> Listed records

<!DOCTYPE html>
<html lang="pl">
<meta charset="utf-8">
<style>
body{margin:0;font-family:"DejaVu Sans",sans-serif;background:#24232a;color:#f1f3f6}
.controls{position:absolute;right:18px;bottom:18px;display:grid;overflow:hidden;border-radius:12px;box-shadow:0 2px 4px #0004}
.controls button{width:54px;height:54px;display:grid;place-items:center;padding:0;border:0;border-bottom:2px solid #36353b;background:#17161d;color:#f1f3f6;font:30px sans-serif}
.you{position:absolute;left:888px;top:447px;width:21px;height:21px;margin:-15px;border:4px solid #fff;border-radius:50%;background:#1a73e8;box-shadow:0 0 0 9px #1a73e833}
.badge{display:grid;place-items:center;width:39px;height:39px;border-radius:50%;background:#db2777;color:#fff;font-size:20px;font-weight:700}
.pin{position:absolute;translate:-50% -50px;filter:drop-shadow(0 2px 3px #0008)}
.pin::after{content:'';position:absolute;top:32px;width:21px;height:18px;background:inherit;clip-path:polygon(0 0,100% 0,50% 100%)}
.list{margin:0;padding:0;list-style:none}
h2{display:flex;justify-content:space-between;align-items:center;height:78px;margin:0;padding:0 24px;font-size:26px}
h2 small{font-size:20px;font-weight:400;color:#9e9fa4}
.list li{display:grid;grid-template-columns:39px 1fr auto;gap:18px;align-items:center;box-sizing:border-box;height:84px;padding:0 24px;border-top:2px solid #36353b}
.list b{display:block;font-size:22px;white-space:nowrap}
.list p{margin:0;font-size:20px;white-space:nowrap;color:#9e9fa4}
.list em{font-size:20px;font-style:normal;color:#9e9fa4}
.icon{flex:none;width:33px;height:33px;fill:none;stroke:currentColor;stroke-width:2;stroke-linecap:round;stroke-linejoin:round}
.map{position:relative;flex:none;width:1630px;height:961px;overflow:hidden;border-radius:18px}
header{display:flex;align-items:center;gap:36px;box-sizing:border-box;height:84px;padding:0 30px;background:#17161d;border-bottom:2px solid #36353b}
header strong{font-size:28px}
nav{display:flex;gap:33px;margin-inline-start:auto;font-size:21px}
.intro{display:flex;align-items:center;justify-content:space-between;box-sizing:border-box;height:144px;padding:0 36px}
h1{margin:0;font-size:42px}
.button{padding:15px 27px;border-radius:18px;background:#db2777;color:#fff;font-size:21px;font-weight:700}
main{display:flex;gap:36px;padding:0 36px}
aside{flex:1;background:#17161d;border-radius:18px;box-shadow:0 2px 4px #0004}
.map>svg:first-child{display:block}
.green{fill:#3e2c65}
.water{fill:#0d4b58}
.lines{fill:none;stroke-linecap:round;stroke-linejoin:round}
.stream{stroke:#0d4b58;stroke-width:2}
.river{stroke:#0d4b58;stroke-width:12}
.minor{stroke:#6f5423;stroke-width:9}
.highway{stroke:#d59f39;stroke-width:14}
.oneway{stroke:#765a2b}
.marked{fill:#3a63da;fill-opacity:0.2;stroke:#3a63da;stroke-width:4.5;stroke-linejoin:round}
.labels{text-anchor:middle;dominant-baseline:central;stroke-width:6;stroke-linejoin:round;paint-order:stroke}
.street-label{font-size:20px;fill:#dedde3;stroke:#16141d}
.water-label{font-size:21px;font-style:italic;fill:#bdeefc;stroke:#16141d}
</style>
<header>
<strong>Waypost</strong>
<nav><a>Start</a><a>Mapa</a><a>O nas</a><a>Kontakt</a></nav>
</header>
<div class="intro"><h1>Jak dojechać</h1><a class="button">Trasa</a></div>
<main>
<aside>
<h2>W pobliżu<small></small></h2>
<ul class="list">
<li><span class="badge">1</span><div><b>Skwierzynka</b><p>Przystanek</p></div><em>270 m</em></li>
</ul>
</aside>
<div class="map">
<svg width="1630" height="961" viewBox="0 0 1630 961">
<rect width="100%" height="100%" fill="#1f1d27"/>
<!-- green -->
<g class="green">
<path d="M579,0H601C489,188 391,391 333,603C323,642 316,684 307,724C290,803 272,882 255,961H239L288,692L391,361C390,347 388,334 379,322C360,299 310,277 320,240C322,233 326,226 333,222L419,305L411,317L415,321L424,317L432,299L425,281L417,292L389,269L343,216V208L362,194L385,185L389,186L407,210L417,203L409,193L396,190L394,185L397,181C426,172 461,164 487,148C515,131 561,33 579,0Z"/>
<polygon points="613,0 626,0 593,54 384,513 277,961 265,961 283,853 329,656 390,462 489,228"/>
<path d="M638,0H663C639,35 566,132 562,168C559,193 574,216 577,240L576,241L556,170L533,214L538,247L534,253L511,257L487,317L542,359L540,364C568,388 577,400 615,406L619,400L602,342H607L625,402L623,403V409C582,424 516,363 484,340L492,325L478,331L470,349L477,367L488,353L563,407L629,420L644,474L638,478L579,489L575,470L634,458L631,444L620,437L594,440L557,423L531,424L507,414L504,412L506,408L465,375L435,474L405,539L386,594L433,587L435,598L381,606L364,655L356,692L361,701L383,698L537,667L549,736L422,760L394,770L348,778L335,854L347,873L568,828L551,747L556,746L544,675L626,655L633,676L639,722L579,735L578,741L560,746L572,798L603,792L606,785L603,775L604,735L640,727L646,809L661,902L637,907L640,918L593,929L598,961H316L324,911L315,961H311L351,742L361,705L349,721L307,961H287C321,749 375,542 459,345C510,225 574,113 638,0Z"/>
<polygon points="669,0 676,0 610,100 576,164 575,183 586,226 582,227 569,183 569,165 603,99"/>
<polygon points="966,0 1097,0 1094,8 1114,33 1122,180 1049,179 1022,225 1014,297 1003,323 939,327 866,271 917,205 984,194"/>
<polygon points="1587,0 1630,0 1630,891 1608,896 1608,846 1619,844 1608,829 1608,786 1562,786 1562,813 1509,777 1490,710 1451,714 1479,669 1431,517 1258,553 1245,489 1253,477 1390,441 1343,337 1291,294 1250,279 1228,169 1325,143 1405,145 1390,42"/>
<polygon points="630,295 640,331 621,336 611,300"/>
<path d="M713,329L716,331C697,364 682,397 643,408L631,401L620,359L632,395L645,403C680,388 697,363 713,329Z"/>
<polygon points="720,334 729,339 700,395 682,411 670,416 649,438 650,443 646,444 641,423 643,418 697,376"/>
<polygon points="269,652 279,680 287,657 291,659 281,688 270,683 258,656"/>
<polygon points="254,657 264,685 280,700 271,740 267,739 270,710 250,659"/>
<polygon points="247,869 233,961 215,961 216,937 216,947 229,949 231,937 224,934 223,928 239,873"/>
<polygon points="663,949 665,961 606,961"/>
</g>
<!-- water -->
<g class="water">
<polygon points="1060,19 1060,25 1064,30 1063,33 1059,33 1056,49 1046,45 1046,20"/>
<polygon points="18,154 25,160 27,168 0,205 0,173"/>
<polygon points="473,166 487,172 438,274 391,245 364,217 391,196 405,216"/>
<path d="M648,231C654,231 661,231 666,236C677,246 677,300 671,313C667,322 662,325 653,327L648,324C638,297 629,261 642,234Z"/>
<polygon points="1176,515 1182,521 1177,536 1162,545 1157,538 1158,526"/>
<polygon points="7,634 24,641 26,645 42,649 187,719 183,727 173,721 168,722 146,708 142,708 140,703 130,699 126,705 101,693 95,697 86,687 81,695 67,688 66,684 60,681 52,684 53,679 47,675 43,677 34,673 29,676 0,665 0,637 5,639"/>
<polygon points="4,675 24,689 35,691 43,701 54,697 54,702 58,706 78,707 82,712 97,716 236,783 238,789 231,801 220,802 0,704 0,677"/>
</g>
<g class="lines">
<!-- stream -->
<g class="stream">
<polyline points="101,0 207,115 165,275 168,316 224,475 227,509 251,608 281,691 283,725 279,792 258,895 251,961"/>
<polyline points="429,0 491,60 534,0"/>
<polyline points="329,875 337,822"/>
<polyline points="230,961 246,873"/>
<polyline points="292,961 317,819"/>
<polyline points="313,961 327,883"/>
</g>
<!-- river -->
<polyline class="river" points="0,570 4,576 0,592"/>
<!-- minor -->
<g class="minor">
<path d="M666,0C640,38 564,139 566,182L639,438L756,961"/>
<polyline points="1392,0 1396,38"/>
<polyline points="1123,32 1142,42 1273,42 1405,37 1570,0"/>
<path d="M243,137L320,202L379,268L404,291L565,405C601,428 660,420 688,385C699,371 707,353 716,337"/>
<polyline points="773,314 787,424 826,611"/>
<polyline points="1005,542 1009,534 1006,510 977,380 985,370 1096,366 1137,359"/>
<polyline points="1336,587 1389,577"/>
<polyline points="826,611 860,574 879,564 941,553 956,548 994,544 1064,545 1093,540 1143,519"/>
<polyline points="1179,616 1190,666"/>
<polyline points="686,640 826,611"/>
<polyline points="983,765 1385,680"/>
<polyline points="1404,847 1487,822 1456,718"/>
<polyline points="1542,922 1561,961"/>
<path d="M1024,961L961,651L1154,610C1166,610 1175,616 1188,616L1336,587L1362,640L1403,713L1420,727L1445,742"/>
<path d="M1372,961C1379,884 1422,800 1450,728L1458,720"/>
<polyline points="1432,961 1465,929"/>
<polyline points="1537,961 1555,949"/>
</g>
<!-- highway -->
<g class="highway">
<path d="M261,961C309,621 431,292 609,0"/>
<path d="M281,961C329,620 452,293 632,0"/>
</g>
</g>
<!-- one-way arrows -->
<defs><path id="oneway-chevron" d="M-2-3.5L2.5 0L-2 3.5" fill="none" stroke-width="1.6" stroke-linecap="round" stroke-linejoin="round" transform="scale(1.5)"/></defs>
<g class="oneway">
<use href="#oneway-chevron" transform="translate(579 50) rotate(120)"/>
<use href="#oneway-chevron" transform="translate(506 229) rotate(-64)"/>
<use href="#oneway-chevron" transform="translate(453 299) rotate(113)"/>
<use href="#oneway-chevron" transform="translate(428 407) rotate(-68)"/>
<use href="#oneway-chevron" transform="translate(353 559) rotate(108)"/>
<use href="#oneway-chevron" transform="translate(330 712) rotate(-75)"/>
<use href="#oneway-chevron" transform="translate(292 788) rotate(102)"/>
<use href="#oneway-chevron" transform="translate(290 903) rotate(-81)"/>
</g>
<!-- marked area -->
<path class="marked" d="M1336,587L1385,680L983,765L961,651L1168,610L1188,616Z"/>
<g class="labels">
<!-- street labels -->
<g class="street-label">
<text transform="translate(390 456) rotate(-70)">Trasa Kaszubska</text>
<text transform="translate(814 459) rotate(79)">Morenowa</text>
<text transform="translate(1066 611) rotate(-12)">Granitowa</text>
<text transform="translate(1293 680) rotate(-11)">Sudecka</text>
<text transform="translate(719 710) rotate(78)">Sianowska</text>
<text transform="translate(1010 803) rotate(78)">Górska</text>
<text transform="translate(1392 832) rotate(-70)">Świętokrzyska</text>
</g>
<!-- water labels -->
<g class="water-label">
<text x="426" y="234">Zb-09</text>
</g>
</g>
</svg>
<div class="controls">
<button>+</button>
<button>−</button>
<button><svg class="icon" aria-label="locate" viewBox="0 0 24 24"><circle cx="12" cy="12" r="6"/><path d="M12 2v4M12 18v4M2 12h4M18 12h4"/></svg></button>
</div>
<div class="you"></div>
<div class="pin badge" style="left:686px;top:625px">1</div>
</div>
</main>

> Description of the task
Give back the opening line of the records above and every line after it, up to and including the one with "-50px;filter:drop-shadow(0 2px 3px", unchanged.

> Reply to the task
<!DOCTYPE html>
<html lang="pl">
<meta charset="utf-8">
<style>
body{margin:0;font-family:"DejaVu Sans",sans-serif;background:#24232a;color:#f1f3f6}
.controls{position:absolute;right:18px;bottom:18px;display:grid;overflow:hidden;border-radius:12px;box-shadow:0 2px 4px #0004}
.controls button{width:54px;height:54px;display:grid;place-items:center;padding:0;border:0;border-bottom:2px solid #36353b;background:#17161d;color:#f1f3f6;font:30px sans-serif}
.you{position:absolute;left:888px;top:447px;width:21px;height:21px;margin:-15px;border:4px solid #fff;border-radius:50%;background:#1a73e8;box-shadow:0 0 0 9px #1a73e833}
.badge{display:grid;place-items:center;width:39px;height:39px;border-radius:50%;background:#db2777;color:#fff;font-size:20px;font-weight:700}
.pin{position:absolute;translate:-50% -50px;filter:drop-shadow(0 2px 3px #0008)}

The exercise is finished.